I'm also saying that, in my view, D&D is not primarily a "metaplot" or campaign world. It is primarily a set of tropes and themes, and the job of the monsters and the cosmology is to express those tropes and themes in ways that players can use to play their own games.

When you think of the game in that way, changing the details of the lore in the pursuit of better expressions of those tropes and themes is good design. And prioritising details over tropes and themes is getting things backwards.

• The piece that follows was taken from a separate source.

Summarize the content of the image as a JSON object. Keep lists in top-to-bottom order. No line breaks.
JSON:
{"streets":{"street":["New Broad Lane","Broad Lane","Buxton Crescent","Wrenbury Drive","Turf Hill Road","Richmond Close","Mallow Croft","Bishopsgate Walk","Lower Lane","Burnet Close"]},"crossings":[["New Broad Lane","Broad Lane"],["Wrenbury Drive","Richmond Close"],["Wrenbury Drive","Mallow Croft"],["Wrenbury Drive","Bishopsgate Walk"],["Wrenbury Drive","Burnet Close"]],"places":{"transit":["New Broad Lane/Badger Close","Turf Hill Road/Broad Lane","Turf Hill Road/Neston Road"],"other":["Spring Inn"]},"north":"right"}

Obviously I don't think my opinion is a universal one. But I think it's a tenable one. And I think it's that the 4e designers seem to have shared, or at least adopted as a working hypothesis. Which was the basis of my point, stated upthread, that they were not "disrespecting" what had gone before, or (as is often said) changing it for change's sake. They were trying to make it the best version of what it already was.
 

pemerton

Legend
You really can't separate the Great Wheel from Planescape anymore. Planescape completely took over all the Great Wheel and all things planar.
I agree with this.

One feature of the take-over, not often commented on, is the change in planar names. The original names conveyed ideas that are lost in the Planescape make-over. In his controversial review of the original PHB on rpg.net, Lev Lafeyette made this comment about Appendix IV:

The final section of the book includes an alignment graph (without systematic suggestions for use) and the planes of existence, including the rather evocative assignment of Earthly polytheistic pantheons within the AD&D alignment system.​

This "evocative" feature of the Great Wheel was already diluted by DDG, which suggested that pantheons should be split up among the planes based on individual godly alignments. It is completely lost once (for instance) Gladsheim/Asgard becomes Ysgard, the Seven Heavens become Mt Celestia, the Glooms of Hades become the Grey Wastes, etc.

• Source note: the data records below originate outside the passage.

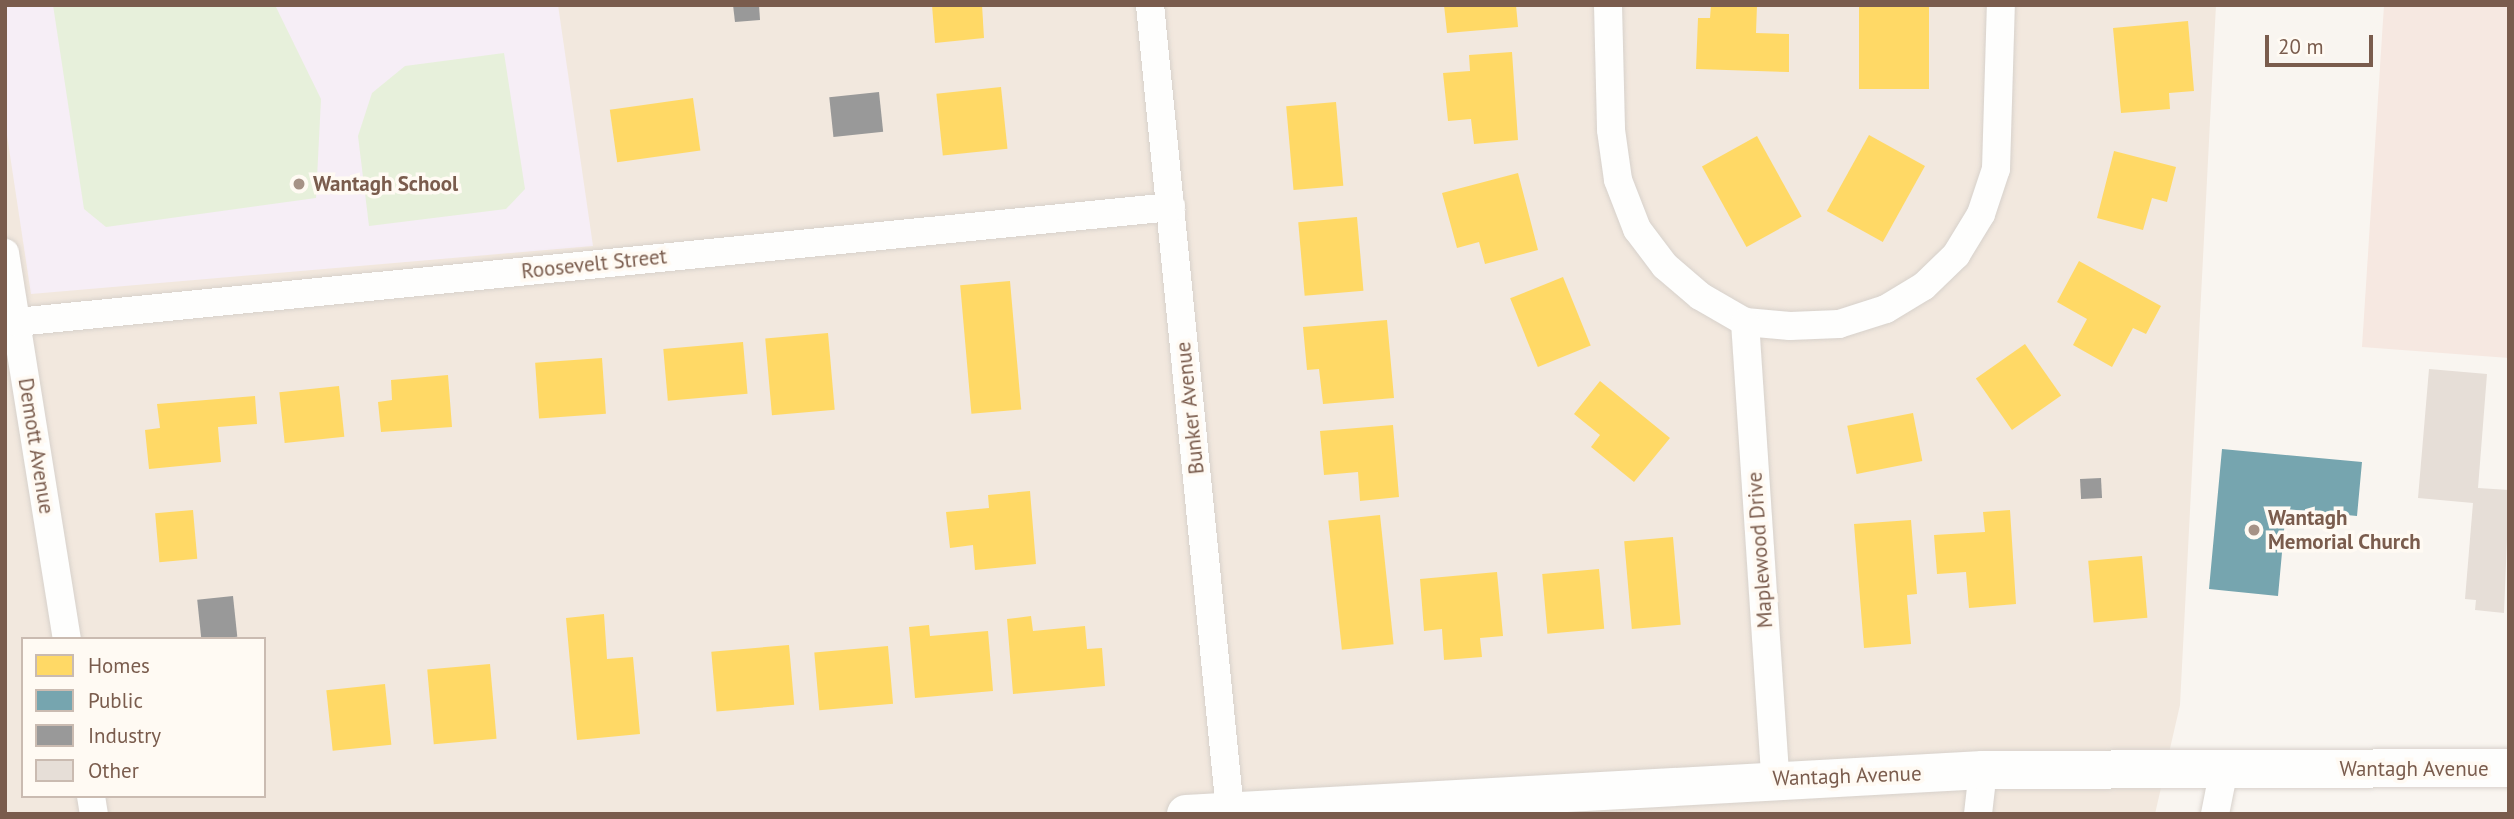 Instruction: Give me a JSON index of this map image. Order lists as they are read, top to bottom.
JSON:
{
  "streets": {
    "main road": ["Wantagh Avenue"],
    "street": [
      "Roosevelt Street",
      "Bunker Avenue",
      "Demott Avenue",
      "Maplewood Drive"
    ]
  },
  "crossings": [
    ["Roosevelt Street", "Bunker Avenue"],
    ["Roosevelt Street", "Demott Avenue"],
    ["Bunker Avenue", "Wantagh Avenue"],
    ["Maplewood Drive", "Wantagh Avenue"]
  ],
  "places": ["Wantagh School", "Wantagh Memorial Church"],
  "legend": [
    "Homes",
    "Public",
    "Industry",
    "Other"
  ],
  "scale_bar": "20 m"
}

I never had a real problem with Greyhawk as default because Greyhawk is so generic that it can be plopped pretty much anywhere. PS is not generic. It is a very specific setting. People love it and that's great. I just wish that for gamers like me, who aren't interested in PS, that we could get planar supplements that weren't forced to follow a single setting.
My reason for not favouring Planescape is similar. I rarely use modues as written - I pick and choose bits and pieces from them, combining different modules together, to get material for my games. The main thing I want in a module is interesting backstory and compelling motivations that will drive an RPG scenario.

And personally I don't get very much of this from the Planescape books that I have read. The backstory is arcane but, to me at least, not that compelling, and seems to offer very little that is compelling to players unless their main desire is to learn the backstory. (In which case they could just read the books.)

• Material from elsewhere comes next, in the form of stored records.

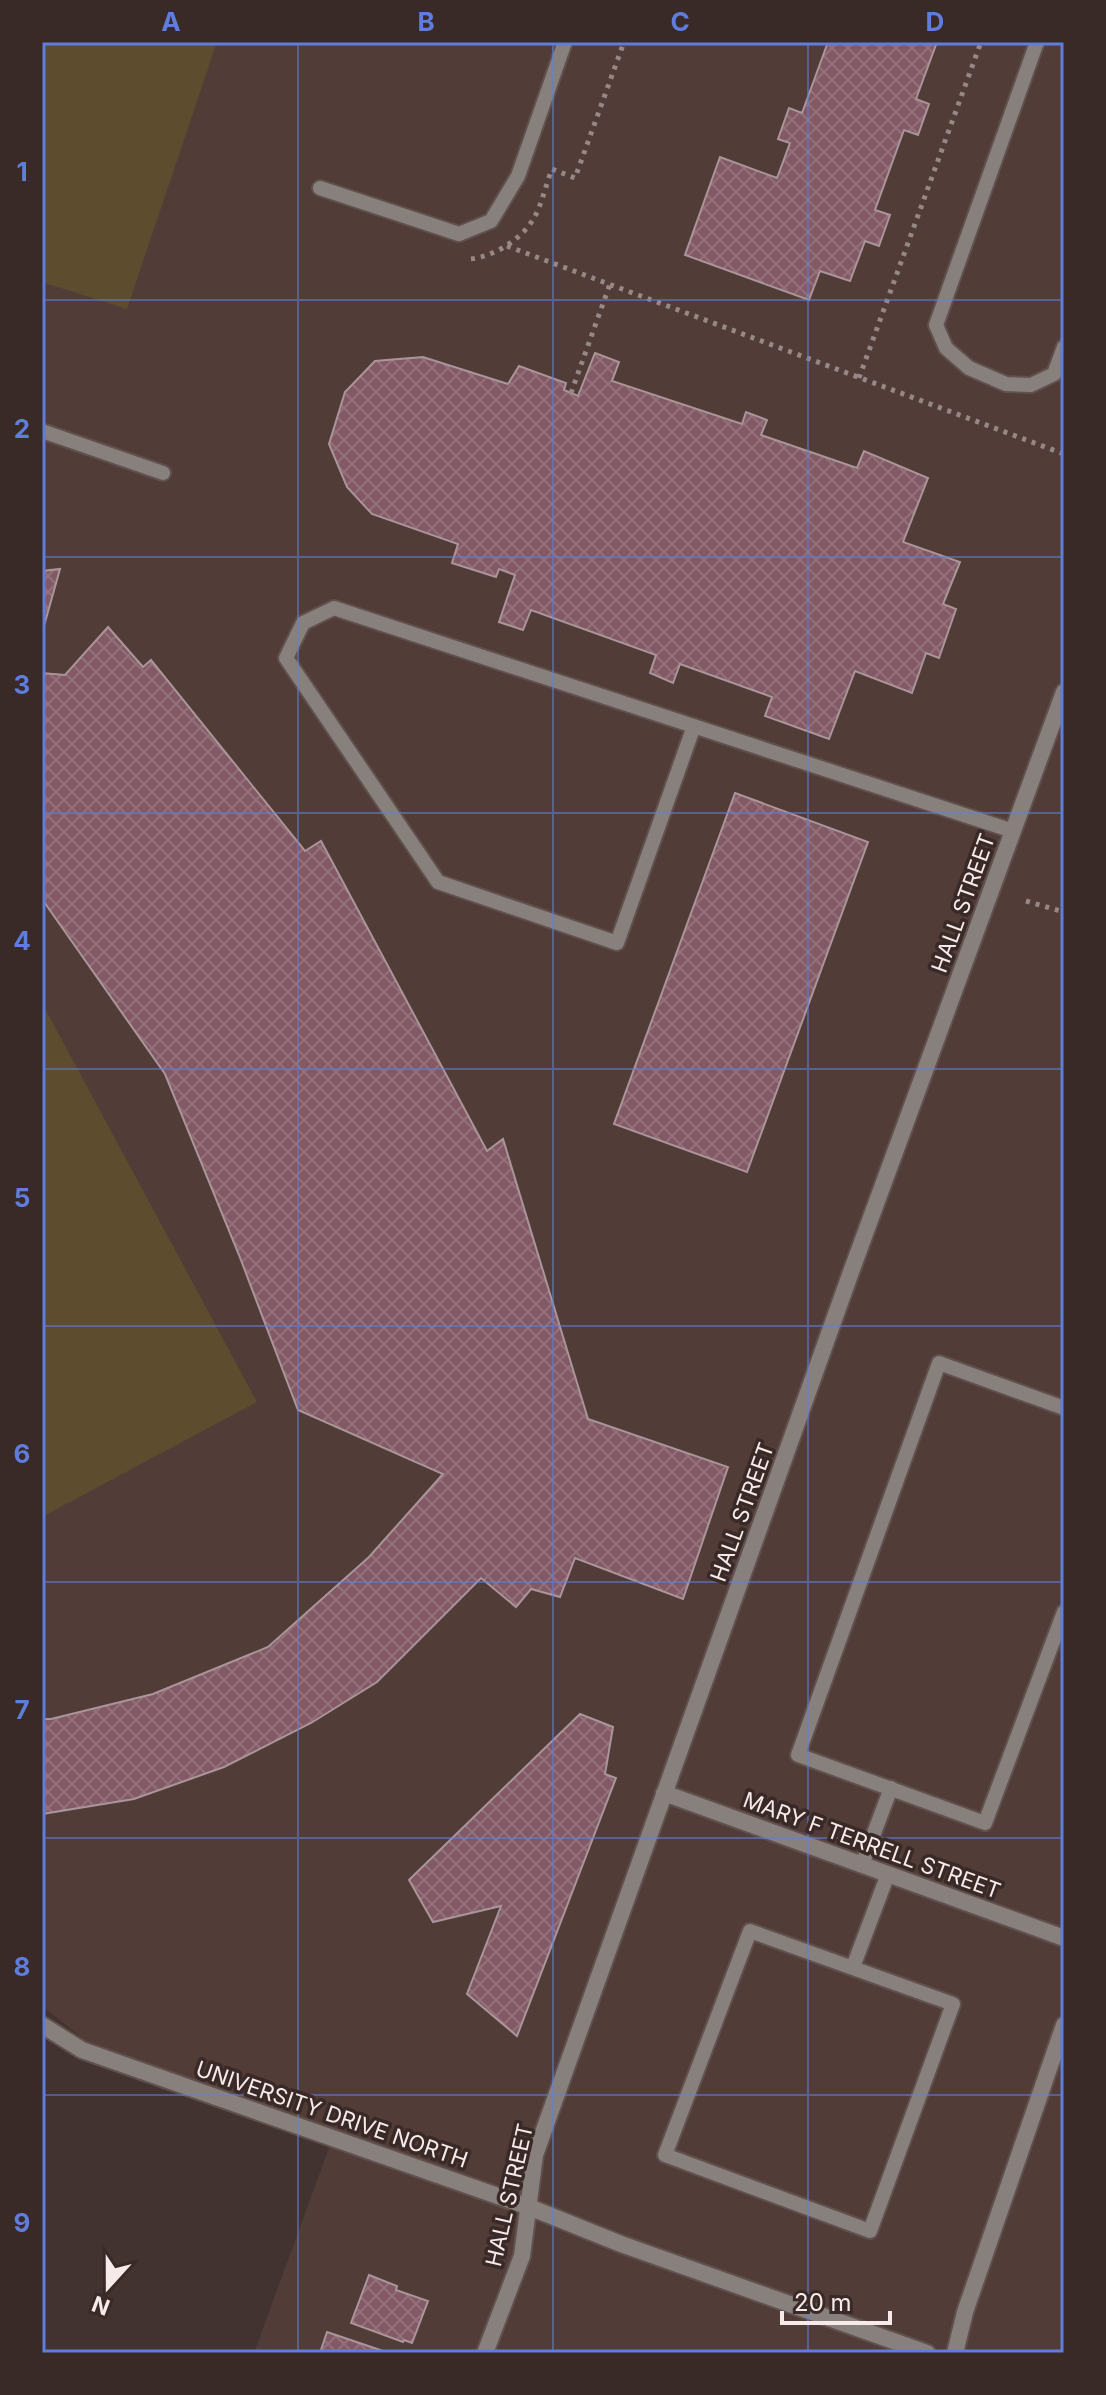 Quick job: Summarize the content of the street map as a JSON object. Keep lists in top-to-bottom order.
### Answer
{
  "streets": {
    "street": ["HALL STREET", "MARY F TERRELL STREET", "UNIVERSITY DRIVE NORTH"]
  },
  "crossings": [
    ["HALL STREET", "MARY F TERRELL STREET"],
    ["HALL STREET", "UNIVERSITY DRIVE NORTH"]
  ],
  "scale_bar": "20 m",
  "north": "bottom",
  "grid": {
    "columns": [
      "A",
      "B",
      "C",
      "D"
    ],
    "rows": [
      "1",
      "2",
      "3",
      "4",
      "5",
      "6",
      "7",
      "8",
      "9"
    ]
  }
}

The 4e backstory is better for my purposes: the more the players learn of it during play, the more pressing the choice between divine order and primordial chaos becomes. I've used other cosmologies, too, and have adapted Planescape-style material (eg Bastion of Broken Souls) into them.

So unlike you I don't avoid Planescape stuff, because I can turn it to my own ends. But I am very happy to have non-Planescape stuff available too.
 

Imaro

Legend
My reason for not favouring Planescape is similar. I rarely use modues as written - I pick and choose bits and pieces from them, combining different modules together, to get material for my games. The main thing I want in a module is interesting backstory and compelling motivations that will drive an RPG scenario.

And personally I don't get very much of this from the Planescape books that I have read. The backstory is arcane but, to me at least, not that compelling, and seems to offer very little that is compelling to players unless their main desire is to learn the backstory. (In which case they could just read the books.)

I'm curious I see you comment on Planescape (mostly negatively) alot have you so much as ever read the actual Planescape boxed set? I mean if not I have to take your views of it with a large grain of salt and wonder if it's possible that may be why you feel the way you do about it, especially compared to the 4e stuff which you seem to have taken the time and effort to actually read up on... Just saying.
 

Nellisir

Hero
I'm curious I see you comment on Planescape (mostly negatively) alot have you so much as ever read the actual Planescape boxed set? I mean if not I have to take your views of it with a large grain of salt and wonder if it's possible that may be why you feel the way you do about it, especially compared to the 4e stuff which you seem to have taken the time and effort to actually read up on... Just saying.
I owned the original Planescape boxed set and a bunch of the additional material. Honestly, it always seemed pretty meh. There were good parts, but overall, not something interesting.